---------- PROVIDED RECORDS ----------

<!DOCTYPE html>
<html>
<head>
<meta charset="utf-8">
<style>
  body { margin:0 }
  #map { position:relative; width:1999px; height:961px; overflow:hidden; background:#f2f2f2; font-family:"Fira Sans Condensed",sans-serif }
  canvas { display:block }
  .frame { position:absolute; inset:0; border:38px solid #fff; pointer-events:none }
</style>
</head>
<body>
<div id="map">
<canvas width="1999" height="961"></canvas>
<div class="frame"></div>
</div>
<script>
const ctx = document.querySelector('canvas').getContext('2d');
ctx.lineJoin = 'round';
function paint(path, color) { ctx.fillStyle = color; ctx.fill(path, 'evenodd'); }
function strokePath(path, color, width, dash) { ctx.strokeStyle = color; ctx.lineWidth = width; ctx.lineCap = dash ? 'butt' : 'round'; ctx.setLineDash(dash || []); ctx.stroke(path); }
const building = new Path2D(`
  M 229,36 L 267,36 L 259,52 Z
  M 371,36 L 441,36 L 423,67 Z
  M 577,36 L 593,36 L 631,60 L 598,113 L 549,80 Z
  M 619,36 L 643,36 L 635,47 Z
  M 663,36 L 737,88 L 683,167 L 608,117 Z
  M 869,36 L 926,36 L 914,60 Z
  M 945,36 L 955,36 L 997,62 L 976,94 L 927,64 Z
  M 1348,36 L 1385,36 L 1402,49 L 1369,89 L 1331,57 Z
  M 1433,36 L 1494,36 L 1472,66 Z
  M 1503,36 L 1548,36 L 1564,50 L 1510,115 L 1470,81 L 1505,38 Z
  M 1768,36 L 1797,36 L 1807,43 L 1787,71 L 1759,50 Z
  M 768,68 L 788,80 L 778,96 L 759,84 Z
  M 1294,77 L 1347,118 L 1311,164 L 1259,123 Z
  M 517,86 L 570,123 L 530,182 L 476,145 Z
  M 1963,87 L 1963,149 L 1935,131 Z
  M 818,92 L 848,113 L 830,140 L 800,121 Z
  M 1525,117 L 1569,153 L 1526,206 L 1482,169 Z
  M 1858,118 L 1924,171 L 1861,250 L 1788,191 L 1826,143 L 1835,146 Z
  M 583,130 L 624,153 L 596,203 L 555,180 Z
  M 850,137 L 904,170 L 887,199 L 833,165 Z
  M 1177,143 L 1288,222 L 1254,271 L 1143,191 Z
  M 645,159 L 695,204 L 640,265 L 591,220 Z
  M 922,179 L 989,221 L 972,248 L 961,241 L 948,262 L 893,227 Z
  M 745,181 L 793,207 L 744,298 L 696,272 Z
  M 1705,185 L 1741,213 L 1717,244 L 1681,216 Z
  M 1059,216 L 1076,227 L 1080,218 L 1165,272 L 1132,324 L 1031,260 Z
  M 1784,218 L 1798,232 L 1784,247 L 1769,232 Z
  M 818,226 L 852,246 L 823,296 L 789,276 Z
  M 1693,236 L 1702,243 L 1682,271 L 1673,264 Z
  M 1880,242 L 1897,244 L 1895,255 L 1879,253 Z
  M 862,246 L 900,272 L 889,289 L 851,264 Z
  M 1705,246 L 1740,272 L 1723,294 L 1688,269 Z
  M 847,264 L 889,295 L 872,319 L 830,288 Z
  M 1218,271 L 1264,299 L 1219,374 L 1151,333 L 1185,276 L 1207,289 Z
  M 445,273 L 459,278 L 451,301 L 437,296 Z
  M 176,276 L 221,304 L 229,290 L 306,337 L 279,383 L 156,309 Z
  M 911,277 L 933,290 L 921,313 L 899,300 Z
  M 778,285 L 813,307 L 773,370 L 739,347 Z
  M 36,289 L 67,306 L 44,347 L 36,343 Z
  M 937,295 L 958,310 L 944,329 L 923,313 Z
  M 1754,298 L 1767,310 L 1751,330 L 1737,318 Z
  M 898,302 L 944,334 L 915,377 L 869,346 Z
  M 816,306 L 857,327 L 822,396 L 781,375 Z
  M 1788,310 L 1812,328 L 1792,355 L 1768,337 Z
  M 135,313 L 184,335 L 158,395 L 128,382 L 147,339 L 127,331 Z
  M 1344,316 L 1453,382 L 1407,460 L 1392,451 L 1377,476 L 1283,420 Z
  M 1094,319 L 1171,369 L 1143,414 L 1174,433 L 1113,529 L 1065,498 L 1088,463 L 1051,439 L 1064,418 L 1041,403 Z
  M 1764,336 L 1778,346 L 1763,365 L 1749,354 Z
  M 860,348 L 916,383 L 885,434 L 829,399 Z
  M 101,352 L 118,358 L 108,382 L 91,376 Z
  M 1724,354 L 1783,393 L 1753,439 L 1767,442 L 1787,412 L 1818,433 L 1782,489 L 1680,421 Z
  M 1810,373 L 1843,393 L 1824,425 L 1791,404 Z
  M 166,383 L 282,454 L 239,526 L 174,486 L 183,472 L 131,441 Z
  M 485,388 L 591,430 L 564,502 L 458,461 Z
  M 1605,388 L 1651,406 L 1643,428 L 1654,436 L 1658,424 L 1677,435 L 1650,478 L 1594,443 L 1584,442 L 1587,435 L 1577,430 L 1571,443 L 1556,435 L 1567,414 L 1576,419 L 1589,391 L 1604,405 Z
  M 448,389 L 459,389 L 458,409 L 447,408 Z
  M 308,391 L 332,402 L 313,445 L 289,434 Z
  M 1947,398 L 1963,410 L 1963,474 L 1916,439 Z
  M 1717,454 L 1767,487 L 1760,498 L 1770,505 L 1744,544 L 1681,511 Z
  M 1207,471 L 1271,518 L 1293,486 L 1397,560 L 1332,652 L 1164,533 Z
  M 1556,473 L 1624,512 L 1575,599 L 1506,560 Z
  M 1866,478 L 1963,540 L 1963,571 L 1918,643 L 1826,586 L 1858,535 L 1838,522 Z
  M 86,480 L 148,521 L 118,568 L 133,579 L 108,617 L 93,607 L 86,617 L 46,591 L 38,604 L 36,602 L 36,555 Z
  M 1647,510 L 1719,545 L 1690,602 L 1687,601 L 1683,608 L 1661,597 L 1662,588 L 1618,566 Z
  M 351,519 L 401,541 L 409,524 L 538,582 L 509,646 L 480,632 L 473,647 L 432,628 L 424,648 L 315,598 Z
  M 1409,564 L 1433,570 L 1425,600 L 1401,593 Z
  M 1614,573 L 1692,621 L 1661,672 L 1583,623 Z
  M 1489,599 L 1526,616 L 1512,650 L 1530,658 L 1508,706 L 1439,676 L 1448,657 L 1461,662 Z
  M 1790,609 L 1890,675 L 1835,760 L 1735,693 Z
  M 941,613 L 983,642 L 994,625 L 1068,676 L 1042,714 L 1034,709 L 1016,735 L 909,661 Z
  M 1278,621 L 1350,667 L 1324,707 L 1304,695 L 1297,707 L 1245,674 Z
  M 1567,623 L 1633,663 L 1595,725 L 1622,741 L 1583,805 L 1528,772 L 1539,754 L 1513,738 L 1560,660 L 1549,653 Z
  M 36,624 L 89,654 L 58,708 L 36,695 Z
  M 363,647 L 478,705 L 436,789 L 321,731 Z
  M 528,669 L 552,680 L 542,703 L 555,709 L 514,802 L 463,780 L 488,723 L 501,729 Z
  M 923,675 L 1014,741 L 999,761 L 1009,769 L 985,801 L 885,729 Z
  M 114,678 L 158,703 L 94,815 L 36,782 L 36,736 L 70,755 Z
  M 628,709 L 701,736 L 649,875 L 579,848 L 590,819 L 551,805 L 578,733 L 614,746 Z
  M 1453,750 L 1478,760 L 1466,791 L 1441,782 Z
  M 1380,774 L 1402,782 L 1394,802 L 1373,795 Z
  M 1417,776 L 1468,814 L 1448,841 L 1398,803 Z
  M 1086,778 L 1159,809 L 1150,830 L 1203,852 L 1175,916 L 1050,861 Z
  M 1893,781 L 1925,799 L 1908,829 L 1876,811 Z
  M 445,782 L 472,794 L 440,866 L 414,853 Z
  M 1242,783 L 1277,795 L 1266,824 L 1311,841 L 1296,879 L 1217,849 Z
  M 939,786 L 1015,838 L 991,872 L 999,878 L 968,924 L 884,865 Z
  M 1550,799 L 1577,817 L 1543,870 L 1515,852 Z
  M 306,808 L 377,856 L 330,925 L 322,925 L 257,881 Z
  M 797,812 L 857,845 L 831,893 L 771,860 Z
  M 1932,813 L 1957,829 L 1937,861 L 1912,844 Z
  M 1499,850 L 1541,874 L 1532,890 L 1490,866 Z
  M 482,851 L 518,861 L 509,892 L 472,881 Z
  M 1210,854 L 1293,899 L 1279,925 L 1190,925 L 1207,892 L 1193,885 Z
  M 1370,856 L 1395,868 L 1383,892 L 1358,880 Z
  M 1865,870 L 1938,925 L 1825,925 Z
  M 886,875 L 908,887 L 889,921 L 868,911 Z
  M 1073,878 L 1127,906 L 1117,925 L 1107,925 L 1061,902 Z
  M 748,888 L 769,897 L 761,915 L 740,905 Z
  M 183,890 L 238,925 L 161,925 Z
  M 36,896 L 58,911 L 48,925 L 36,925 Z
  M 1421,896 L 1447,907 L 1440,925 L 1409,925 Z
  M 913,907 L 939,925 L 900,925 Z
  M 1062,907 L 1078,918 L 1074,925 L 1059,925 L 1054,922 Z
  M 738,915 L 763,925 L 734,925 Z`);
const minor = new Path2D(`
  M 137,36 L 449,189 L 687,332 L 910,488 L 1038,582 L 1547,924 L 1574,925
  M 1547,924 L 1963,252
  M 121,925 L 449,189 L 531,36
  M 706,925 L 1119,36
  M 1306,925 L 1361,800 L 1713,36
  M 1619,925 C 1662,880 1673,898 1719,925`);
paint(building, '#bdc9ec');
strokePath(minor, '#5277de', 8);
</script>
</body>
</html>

----------

YOUR INSTRUCTIONS
Look above for the line with "M 351,519 L" and the line with "M 137,36 L 449,189", and reproduce exactly those two lines plus every line between, nothing more.

TASK ANSWER
  M 351,519 L 401,541 L 409,524 L 538,582 L 509,646 L 480,632 L 473,647 L 432,628 L 424,648 L 315,598 Z
  M 1409,564 L 1433,570 L 1425,600 L 1401,593 Z
  M 1614,573 L 1692,621 L 1661,672 L 1583,623 Z
  M 1489,599 L 1526,616 L 1512,650 L 1530,658 L 1508,706 L 1439,676 L 1448,657 L 1461,662 Z
  M 1790,609 L 1890,675 L 1835,760 L 1735,693 Z
  M 941,613 L 983,642 L 994,625 L 1068,676 L 1042,714 L 1034,709 L 1016,735 L 909,661 Z
  M 1278,621 L 1350,667 L 1324,707 L 1304,695 L 1297,707 L 1245,674 Z
  M 1567,623 L 1633,663 L 1595,725 L 1622,741 L 1583,805 L 1528,772 L 1539,754 L 1513,738 L 1560,660 L 1549,653 Z
  M 36,624 L 89,654 L 58,708 L 36,695 Z
  M 363,647 L 478,705 L 436,789 L 321,731 Z
  M 528,669 L 552,680 L 542,703 L 555,709 L 514,802 L 463,780 L 488,723 L 501,729 Z
  M 923,675 L 1014,741 L 999,761 L 1009,769 L 985,801 L 885,729 Z
  M 114,678 L 158,703 L 94,815 L 36,782 L 36,736 L 70,755 Z
  M 628,709 L 701,736 L 649,875 L 579,848 L 590,819 L 551,805 L 578,733 L 614,746 Z
  M 1453,750 L 1478,760 L 1466,791 L 1441,782 Z
  M 1380,774 L 1402,782 L 1394,802 L 1373,795 Z
  M 1417,776 L 1468,814 L 1448,841 L 1398,803 Z
  M 1086,778 L 1159,809 L 1150,830 L 1203,852 L 1175,916 L 1050,861 Z
  M 1893,781 L 1925,799 L 1908,829 L 1876,811 Z
  M 445,782 L 472,794 L 440,866 L 414,853 Z
  M 1242,783 L 1277,795 L 1266,824 L 1311,841 L 1296,879 L 1217,849 Z
  M 939,786 L 1015,838 L 991,872 L 999,878 L 968,924 L 884,865 Z
  M 1550,799 L 1577,817 L 1543,870 L 1515,852 Z
  M 306,808 L 377,856 L 330,925 L 322,925 L 257,881 Z
  M 797,812 L 857,845 L 831,893 L 771,860 Z
  M 1932,813 L 1957,829 L 1937,861 L 1912,844 Z
  M 1499,850 L 1541,874 L 1532,890 L 1490,866 Z
  M 482,851 L 518,861 L 509,892 L 472,881 Z
  M 1210,854 L 1293,899 L 1279,925 L 1190,925 L 1207,892 L 1193,885 Z
  M 1370,856 L 1395,868 L 1383,892 L 1358,880 Z
  M 1865,870 L 1938,925 L 1825,925 Z
  M 886,875 L 908,887 L 889,921 L 868,911 Z
  M 1073,878 L 1127,906 L 1117,925 L 1107,925 L 1061,902 Z
  M 748,888 L 769,897 L 761,915 L 740,905 Z
  M 183,890 L 238,925 L 161,925 Z
  M 36,896 L 58,911 L 48,925 L 36,925 Z
  M 1421,896 L 1447,907 L 1440,925 L 1409,925 Z
  M 913,907 L 939,925 L 900,925 Z
  M 1062,907 L 1078,918 L 1074,925 L 1059,925 L 1054,922 Z
  M 738,915 L 763,925 L 734,925 Z`);
const minor = new Path2D(`
  M 137,36 L 449,189 L 687,332 L 910,488 L 1038,582 L 1547,924 L 1574,925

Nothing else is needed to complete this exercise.